College football is undefeated. It really is. I don’t care what anyone says about the changes recalibrating this wacky sport. It can’t help itself but get more entertaining with every evolving shift and shudder.

What did we just watch? What does it mean for the sport? And, most importantly, who’s going to win the sweepstakes at the end of this season and hire Sanders away from Colorado? Alabama plays Texas next week. The game with the most buzz nationally is suddenly Colorado vs. Nebraska because of a guy who calls himself Coach Prime and wears rockstar sunglasses during games.

Auburn could have hired Coach Prime and instead passed on Freeze?

There’s a lot to like about Freeze, so don’t take that the wrong way. The whole “Freeze Warning” thing is really clever. Freeze gives teams around the SEC a lot to consider. It’s just, after what we saw in Week 1, Sanders is giving anyone who pays even the slightest amount of attention to college football everything to consider.

Sanders holds the cheat codes to college football. He completely flipped his entire roster, bringing in over 50 transfers, and it flipping worked. A baker’s dozen of 13 players from SEC schools entered the transfer portal and chose to leave the best conference in the country and play for Sanders. People called them misguided and foolish. They all look like geniuses today.

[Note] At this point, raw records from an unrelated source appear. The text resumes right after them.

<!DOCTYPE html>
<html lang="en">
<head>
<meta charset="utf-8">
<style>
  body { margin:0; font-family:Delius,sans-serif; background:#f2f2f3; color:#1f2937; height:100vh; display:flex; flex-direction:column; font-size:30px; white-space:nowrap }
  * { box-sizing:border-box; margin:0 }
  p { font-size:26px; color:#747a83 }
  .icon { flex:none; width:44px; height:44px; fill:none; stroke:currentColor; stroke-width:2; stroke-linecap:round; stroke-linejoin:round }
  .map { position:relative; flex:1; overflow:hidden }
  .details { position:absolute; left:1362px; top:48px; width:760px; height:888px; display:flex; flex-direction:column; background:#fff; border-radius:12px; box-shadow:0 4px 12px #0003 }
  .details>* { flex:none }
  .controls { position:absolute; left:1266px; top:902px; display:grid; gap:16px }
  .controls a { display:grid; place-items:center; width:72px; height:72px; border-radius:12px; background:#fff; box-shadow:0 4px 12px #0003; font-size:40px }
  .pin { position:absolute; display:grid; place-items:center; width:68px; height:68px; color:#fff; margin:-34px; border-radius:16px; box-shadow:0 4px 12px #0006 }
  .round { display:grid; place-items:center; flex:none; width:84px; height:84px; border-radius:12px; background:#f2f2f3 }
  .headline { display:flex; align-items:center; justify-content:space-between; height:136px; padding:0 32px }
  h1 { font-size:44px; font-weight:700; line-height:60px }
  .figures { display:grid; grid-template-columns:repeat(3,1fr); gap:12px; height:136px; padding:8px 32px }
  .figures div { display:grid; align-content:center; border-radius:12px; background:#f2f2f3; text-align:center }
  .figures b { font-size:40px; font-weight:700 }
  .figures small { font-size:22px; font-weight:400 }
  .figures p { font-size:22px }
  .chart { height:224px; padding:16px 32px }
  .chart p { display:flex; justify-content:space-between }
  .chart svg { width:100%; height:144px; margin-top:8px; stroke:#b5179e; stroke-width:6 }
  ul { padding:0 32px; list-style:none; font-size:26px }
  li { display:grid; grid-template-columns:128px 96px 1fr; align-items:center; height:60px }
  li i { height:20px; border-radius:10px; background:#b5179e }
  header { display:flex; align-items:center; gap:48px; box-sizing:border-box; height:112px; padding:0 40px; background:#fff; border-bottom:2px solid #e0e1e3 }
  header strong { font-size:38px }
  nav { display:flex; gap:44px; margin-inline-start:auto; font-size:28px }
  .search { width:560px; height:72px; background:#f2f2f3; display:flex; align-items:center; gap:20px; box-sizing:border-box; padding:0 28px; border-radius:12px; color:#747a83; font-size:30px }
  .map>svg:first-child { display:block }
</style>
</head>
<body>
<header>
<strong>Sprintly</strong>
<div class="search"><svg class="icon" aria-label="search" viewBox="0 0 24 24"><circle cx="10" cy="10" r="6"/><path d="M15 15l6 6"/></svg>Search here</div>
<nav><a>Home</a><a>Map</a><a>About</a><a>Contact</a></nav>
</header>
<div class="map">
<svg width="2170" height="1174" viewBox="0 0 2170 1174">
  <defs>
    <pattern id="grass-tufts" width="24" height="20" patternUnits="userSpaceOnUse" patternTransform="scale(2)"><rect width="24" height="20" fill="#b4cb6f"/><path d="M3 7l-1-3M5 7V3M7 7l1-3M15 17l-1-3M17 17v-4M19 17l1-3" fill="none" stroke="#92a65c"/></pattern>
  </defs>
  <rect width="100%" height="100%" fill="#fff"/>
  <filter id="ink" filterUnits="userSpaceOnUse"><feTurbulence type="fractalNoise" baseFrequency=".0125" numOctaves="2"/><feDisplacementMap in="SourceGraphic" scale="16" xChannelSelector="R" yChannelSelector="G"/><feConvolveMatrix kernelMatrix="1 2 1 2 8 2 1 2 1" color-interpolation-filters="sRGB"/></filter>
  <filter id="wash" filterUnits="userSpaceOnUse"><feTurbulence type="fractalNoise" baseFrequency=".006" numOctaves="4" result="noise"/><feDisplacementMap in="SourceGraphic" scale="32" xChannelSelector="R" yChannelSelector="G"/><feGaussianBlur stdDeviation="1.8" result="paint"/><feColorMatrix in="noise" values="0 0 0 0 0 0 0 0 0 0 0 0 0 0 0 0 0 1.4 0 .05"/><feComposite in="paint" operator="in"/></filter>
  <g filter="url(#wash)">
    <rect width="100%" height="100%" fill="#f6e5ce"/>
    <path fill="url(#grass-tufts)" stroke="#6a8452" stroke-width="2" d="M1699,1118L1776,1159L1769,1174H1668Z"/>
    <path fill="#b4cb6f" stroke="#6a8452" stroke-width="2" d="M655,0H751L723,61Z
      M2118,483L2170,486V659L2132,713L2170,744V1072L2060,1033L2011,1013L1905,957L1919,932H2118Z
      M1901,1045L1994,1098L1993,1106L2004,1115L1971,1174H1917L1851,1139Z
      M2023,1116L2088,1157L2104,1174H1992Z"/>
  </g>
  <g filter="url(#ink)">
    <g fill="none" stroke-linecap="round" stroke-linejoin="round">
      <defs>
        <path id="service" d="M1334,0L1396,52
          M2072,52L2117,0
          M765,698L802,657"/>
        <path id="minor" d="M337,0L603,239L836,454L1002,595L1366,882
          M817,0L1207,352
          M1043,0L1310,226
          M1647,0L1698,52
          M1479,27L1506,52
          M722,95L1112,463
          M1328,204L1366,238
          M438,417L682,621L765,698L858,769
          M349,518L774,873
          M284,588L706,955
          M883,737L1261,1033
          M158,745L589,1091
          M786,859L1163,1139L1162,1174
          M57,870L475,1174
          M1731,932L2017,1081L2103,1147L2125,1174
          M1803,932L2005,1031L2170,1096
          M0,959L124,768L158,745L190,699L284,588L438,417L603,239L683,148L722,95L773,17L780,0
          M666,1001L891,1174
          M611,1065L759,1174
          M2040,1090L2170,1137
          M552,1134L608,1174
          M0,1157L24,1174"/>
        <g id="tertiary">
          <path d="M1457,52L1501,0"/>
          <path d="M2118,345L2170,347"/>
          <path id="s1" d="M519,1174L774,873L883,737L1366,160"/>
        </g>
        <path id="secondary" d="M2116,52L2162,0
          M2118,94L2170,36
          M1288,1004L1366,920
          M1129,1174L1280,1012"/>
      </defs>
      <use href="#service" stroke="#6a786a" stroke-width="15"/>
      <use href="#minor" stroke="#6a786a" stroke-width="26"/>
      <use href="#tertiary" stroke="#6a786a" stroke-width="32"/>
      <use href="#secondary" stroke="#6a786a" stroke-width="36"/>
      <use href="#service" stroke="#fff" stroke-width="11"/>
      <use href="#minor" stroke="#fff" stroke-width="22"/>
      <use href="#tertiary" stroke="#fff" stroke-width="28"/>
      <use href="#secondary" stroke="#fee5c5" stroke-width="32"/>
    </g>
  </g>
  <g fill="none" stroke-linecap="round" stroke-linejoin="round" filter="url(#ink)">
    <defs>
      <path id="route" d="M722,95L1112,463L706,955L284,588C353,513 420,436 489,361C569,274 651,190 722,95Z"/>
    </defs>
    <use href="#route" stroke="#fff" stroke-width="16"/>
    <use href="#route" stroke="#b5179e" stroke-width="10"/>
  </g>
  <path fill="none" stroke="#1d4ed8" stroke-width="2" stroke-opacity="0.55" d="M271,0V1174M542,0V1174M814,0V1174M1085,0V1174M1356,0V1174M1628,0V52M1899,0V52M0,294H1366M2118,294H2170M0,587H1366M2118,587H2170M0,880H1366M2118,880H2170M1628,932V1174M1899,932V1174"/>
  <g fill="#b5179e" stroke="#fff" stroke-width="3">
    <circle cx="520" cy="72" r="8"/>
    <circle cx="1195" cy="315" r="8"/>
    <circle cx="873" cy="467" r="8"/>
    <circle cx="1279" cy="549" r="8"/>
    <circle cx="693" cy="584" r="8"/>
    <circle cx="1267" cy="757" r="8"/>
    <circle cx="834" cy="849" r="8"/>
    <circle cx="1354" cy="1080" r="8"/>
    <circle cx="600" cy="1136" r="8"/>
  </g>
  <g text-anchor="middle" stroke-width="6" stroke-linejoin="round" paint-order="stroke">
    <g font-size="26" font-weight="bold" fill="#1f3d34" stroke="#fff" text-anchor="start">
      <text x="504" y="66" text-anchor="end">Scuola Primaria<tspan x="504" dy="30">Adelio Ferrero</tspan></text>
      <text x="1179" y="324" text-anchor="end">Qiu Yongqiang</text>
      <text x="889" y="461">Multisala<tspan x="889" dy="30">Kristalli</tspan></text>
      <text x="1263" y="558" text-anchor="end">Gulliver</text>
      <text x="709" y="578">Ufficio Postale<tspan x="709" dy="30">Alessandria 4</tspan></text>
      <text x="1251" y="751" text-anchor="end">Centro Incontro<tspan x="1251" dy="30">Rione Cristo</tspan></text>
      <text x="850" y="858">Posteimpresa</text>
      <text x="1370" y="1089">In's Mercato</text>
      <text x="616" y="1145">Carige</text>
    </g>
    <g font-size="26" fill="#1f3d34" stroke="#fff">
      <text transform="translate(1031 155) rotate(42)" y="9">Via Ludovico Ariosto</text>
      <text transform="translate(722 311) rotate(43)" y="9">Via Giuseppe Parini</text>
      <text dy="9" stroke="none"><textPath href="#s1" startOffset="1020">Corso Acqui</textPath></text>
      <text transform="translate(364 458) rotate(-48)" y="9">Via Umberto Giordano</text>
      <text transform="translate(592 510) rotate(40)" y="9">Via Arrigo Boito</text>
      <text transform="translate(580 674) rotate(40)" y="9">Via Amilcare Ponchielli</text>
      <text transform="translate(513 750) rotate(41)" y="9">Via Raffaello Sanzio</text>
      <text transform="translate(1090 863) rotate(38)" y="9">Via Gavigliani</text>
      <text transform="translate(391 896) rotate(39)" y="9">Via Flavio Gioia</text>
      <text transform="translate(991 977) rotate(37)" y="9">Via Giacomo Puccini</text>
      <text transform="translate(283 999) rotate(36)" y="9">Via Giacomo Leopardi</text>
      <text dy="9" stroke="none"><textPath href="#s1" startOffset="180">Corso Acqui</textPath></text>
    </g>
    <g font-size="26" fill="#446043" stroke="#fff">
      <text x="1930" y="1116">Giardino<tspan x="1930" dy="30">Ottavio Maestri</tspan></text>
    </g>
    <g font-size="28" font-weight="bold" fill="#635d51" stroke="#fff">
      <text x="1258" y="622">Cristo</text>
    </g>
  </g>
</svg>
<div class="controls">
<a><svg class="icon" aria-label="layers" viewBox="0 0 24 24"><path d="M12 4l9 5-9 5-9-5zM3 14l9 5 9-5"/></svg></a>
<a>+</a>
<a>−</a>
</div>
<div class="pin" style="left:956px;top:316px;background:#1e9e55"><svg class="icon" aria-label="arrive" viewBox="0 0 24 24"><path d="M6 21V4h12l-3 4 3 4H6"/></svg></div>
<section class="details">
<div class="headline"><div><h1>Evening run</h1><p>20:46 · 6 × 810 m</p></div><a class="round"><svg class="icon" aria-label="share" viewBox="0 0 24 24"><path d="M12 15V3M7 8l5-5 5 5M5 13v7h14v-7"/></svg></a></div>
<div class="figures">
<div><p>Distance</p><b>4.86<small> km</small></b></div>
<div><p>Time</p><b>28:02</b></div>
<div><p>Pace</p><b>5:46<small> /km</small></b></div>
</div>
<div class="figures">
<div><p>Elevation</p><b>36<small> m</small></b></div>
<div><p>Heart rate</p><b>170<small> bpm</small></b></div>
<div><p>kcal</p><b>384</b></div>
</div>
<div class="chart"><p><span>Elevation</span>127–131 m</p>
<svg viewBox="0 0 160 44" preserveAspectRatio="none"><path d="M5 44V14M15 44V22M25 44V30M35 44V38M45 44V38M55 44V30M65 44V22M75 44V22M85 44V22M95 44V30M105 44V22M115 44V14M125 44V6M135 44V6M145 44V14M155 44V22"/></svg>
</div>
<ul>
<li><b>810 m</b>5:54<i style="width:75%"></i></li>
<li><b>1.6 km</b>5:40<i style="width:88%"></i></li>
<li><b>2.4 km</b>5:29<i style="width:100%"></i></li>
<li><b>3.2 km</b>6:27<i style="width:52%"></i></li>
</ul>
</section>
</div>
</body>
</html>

Colorado was a complete afterthought of a football program for years and years. Then, when they hired Sanders, everyone laughed and ridiculed the Buffaloes. Look who’s laughing now. No one had a day like Colorado on Saturday because — and it’s going to sound obnoxiously easy when I put it this way — no one had the guts to hire an immensely talented coach who had the ability to recruit five-star prospects to Jackson State and is a national celebrity as well as being one of the single greatest football players in the history of the game.

Hmm, wonder why?

People are still going to try and doubt Sanders. You know it’s coming. I know it’s coming. Let me tell you who is not doubting Sanders right now. The TV networks, which lord over this sport whether we like it or not. Is there any doubt how this story ends? Calling it now. Sanders is going to be coaching in the SEC soon and the league will not know how to handle it.

There’s no one like Colorado’s new coach anywhere in this stuffy, huffy sport of college football, and I’m really wondering how fast, for example, Auburn could have won a national championship with Coach Prime and Aubie holding Swag-A-Thons every Saturday in Jordan-Hare Stadium.

There wouldn’t be a team in the SEC who could compete with that amount of cachet and cool.

Look, I realize there is a portion of Auburn’s fanbase who is not going to appreciate these ideas, but I can also say with confidence that there are legions of Auburn fans who would have wanted Sanders living in The Plains over any other candidate available in the last coaching cycle. I’m not picking on Auburn either. Every school in America is going to be asking themselves these exact same questions, or at least they should.

Coach Prime is changing the game and if people don’t see that then they’re being blinded by forces that are only going to prevent them from being the next national brand, too.

Think about this scenario and what it would do to the SEC. Imagine Sanders at the University of Florida.

If Florida’s Board of Trustees had any sense, it would fire athletics director Scott Stricklin and Gators football coach Billy Napier as soon as possible and start recruiting Sanders to Gainesville. The amount of juice the Gators would have with Sanders on the sidelines would flood the entire state of Florida. FSU would self-destruct. Miami would lose every last recruit. Bobby Bowden would shout dadgum from high up in heaven and Tim Tebow would get a Coach Prime tattoo.

Maybe this whole thing is an overreaction, but I doubt it, and what everyone really needs to worry about is this. What if in this new world of college football, Coach Prime becomes the succession plan at Alabama.